The mention of that name instantly brought him back to the seriousness of their situation, and he began to panic.
"We don't have time for this!" he shouted, trying to steer her back toward the door.
"No, wait," she said. She was frowning at him but not pushing him away.
"We can't mess around here! They'll be following…" he gasped.
"No, this is important. These cells have been sealed!" Elliott said, examining the edges of the door. Like all the others, it had thick new welds on all four sides, and no handle to open it. "Can't you see what this is, Cal? It's the Styx testing area we heard about — they've been trying out some sort of bio-weapon here!"
Cal was right behind Elliott as she reached the next cell, and he noticed its door didn't have a mark painted on it. As she looked in, a face jumped up at the window. The eyes were bloodshot and swollen. It was a man — in a state of extreme panic. Angry red boils covered every inch of his skin and his cheeks were hollow, his face cadaverously thin. He was shouting something, but they couldn't hear so much as a whisper through the glass.
He began to beat weakly on the window with both fists, but still there was no noise. He stopped, peering at them with his demented, darting eyes.

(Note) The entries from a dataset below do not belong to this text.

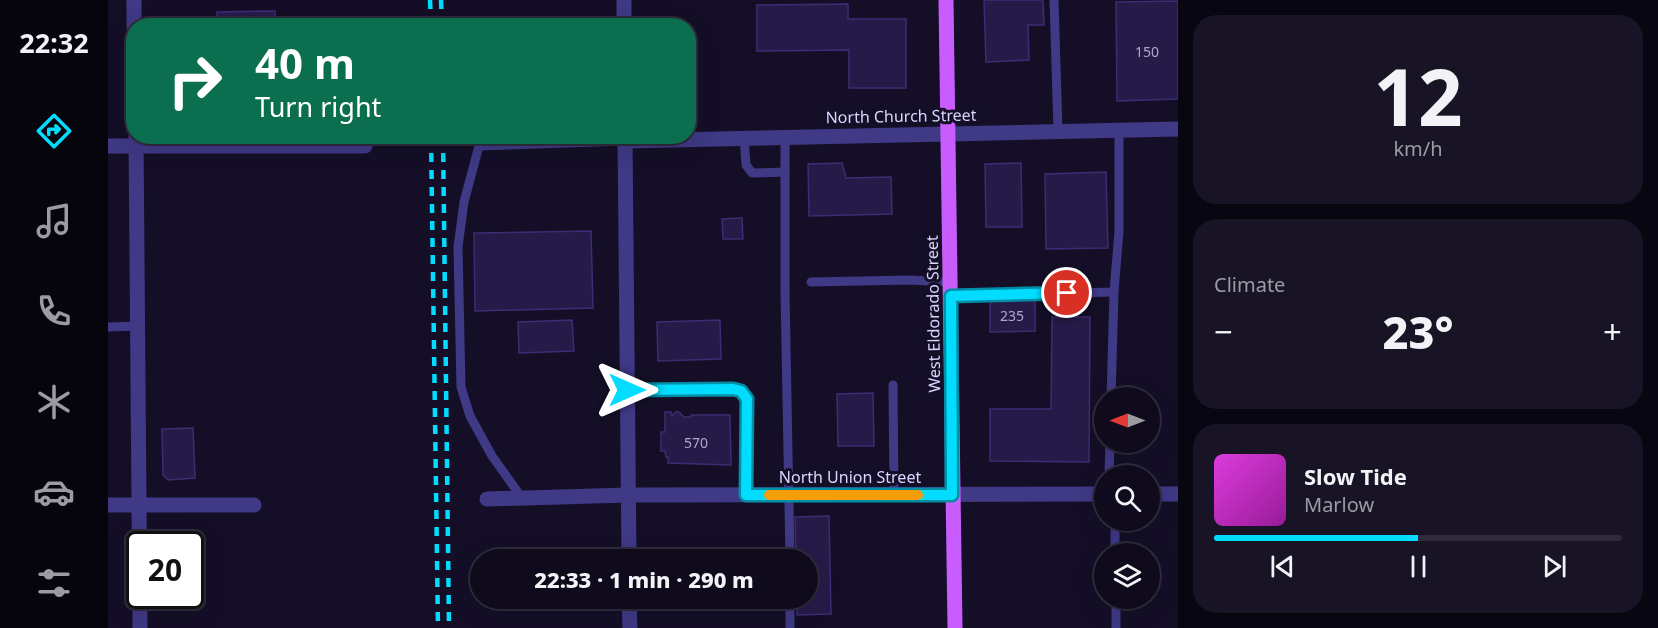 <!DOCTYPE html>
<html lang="en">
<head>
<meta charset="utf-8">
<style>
  :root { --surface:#0f0b1d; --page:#181426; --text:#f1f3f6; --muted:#9b9ba4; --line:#2f2b3b; --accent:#01dcff }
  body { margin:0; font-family:"Noto Sans",sans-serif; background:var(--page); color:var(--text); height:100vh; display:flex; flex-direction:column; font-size:22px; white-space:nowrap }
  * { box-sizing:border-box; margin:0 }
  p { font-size:20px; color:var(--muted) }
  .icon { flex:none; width:33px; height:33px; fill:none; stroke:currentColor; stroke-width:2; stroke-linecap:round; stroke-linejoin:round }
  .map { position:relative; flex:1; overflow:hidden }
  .details { display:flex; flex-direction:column; gap:15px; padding:15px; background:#080610; width:480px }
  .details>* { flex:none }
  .top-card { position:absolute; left:18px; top:18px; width:570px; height:126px; border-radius:24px; box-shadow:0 6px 24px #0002,0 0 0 2px var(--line); background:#0b6e4f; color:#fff; overflow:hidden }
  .needle { width:39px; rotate:270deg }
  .fabs { position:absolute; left:986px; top:387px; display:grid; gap:12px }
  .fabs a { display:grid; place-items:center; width:66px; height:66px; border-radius:50%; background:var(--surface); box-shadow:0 6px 24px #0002,0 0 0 2px var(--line); font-size:30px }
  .speed { position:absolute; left:18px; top:531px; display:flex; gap:12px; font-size:30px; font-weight:700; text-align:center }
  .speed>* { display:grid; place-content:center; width:78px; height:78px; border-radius:50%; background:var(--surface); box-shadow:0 6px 24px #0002,0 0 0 2px var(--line); line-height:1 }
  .speed .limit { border:3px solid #111; border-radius:9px; background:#fff; color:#111 }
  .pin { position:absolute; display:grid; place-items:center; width:51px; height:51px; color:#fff; margin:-26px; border:3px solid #fff; border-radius:50%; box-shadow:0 2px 6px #0007 }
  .me { position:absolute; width:66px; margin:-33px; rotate:90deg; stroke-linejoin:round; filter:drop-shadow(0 0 4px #0008) }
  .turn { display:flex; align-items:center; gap:21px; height:126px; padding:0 30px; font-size:27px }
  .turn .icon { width:78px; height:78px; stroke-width:2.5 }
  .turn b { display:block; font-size:42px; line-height:51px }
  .big { font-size:45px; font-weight:800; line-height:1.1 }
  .details .card { flex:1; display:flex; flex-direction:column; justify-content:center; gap:9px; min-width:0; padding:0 21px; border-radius:24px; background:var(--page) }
  .details .dial { align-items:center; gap:0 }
  .dial b { font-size:78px; line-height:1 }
  .song { display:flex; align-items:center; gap:18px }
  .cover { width:72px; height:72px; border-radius:9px; background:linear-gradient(135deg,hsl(300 70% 55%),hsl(300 70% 35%)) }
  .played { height:6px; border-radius:3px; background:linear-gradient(90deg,var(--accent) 50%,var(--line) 50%) }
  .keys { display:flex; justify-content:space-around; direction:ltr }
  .heat { display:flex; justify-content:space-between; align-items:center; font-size:33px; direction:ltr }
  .trip { position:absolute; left:362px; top:549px; width:348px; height:60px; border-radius:30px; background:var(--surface); box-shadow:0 6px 24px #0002,0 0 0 2px var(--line); font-weight:800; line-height:60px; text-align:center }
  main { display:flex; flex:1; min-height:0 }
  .menu { display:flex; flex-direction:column; width:108px; justify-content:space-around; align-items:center; background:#06040c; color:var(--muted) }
  .menu .icon { width:42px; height:42px }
  .menu .selected { color:var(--accent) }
  .menu b { font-size:27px; color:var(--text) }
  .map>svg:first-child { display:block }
</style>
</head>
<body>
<main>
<nav class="menu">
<b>22:32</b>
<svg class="icon selected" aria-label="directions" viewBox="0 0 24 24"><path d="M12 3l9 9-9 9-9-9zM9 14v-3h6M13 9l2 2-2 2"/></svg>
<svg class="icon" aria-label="music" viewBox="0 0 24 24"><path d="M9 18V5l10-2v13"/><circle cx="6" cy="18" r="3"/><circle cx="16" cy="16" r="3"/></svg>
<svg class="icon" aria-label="phone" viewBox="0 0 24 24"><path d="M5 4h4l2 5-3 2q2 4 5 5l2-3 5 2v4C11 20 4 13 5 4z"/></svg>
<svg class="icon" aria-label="climate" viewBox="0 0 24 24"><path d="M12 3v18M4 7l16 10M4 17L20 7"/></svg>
<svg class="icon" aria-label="car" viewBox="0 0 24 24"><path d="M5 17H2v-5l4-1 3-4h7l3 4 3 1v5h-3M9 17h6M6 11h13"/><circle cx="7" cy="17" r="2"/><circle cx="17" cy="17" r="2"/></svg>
<svg class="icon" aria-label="filters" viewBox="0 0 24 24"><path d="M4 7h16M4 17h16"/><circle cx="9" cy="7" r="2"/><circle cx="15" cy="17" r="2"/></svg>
</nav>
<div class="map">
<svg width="1070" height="628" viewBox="0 0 1070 628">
  <rect width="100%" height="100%" fill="#140f27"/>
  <!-- building -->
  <g fill="#261b48" stroke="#3d2c74" stroke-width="1.5">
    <path d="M876,0H935L936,25H920L921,60L878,62Z"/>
    <path d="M1070,1V99L1009,101L1008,2Z"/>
    <path d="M740,4V19H798V88H741V50L649,51V5Z"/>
    <path d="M167,11V26H109V12Z"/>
    <path d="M734,163L738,178L783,177L784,214L701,216L700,164Z"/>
    <path d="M913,163L914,227H878L877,164Z"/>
    <path d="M998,172L1000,248L938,249L937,174Z"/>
    <path d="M634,218L635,239H615L614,219Z"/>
    <path d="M483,231L485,308L367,311L366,233Z"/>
    <path d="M882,298H927V331L882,332Z"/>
    <path d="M944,317H982L981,462L882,461V409H943Z"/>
    <path d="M464,320L466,351L411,353L410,322Z"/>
    <path d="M612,320L613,359L550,361L549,322Z"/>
    <path d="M765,393L766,446H730L729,394Z"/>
    <path d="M557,412H563L564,416L568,412H571L576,417H583V415H622L623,465L560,463V457H558L557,451H553V432H557Z"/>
    <path d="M85,428L87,478L60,480L55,475L54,429Z"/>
    <path d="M721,516L723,614L689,615V598H699V560H688L687,517Z"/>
  </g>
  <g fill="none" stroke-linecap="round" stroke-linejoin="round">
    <!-- lane -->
    <g stroke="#3f3986" stroke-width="9">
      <path d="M946,0L950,131"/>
      <path d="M677,137V292L682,560"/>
      <path d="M636,138L638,165L644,173L677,172"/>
      <path d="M703,282L801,280L842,282"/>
      <path d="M842,296L1006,292"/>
      <path d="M0,327L29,326"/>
      <path d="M785,385L786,495"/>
      <path d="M519,390L625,389L633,391L639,399L638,495"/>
      <path d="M1003,398L1006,292L1011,231V130"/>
      <path d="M1001,476L1002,442"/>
      <path d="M414,498L384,456L362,416L353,387L350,247L356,202L371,146L517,141"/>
      <path d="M1007,520V554"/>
      <path d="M682,598V628"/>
      <path d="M1008,598V628"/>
    </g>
    <!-- street -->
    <g stroke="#3f3986" stroke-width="15">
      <path d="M26,0V26"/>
      <path d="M516,0V26"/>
      <path d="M28,136L32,628"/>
      <path d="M517,136L521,560"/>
      <path d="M517,141L1070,129"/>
      <path d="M0,146H257"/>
      <path d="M1041,494H1070"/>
      <path d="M379,499L520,495L996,494"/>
      <path d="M0,505H146"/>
      <path d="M521,598L522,628"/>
    </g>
    <!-- primary -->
    <path stroke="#c85cff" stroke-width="15" d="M838,0L847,628"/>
    <!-- rail -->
    <g stroke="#01dcff" stroke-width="4.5" stroke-dasharray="9 8" stroke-linecap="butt">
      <path d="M322,0L323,26"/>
      <path d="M333,0L334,26"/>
      <path d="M323,136L330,628"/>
      <path d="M335,136L341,628"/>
    </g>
  </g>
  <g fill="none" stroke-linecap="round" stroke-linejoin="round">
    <defs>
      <path id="route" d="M519,390L625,389L633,391L639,399L638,495H844L843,296L959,293"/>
    </defs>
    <!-- route casing -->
    <use href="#route" stroke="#018fa6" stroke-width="15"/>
    <!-- route -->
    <use href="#route" stroke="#01dcff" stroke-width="10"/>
    <!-- slow -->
    <path stroke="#f59e0b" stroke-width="10" d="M661,495H810"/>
  </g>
  <g text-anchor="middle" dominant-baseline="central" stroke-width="6" stroke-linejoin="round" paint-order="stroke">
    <!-- number labels -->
    <g font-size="14" fill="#aea6d1">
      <text x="1039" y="51">150</text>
      <text x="904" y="315">235</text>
      <text x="588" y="442">570</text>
    </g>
    <!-- street labels -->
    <g font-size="16" fill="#dbd5ff" stroke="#140f27">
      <text transform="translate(793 116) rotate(-1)">North Church Street</text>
      <text transform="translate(825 314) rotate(-91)">West Eldorado Street</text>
      <text x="742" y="477">North Union Street</text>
    </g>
  </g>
</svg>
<div class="fabs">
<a><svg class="needle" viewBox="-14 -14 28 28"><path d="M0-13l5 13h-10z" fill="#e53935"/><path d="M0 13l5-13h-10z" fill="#9b9ba4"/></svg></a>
<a><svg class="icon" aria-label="search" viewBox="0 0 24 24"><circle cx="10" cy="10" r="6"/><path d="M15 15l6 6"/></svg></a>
<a><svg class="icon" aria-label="layers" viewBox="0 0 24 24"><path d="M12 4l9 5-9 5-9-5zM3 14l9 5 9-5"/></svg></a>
</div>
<div class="speed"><div class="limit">20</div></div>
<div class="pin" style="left:959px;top:293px;background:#d93025"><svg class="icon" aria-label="arrive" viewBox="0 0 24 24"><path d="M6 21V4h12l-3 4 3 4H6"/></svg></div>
<svg class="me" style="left:519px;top:390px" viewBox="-20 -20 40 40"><path d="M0-17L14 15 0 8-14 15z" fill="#01dcff" stroke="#fff" stroke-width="4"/></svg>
<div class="trip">22:33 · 1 min · 290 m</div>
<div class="top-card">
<div class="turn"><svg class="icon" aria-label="right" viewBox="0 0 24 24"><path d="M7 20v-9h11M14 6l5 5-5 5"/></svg><div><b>40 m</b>Turn right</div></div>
</div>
</div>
<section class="details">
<div class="card dial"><b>12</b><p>km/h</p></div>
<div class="card"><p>Climate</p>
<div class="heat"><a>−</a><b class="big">23°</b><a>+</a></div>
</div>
<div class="card">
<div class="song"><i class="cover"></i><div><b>Slow Tide</b><p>Marlow</p></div></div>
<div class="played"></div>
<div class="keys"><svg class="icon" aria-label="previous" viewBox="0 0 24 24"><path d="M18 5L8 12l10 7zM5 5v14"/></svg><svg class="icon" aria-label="pause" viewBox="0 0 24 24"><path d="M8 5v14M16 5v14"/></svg><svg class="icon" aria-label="next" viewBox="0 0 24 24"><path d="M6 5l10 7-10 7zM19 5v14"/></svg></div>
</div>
</section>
</main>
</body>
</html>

"I know him," Elliott said hoarsely. "He's one of us."
He was mouthing something, trying to communicate with her by emphasizing the words with his lips.
It was meaningless to her.
"Elliott!" Cal begged. "We have to leave!"
She ran her fingers over a length of the weld that stretched unbroken around the edge of the door in a thick slug, wondering if she could somehow blow it open. But she knew they didn't have time to try. All she could do was give the man a helpless shrug.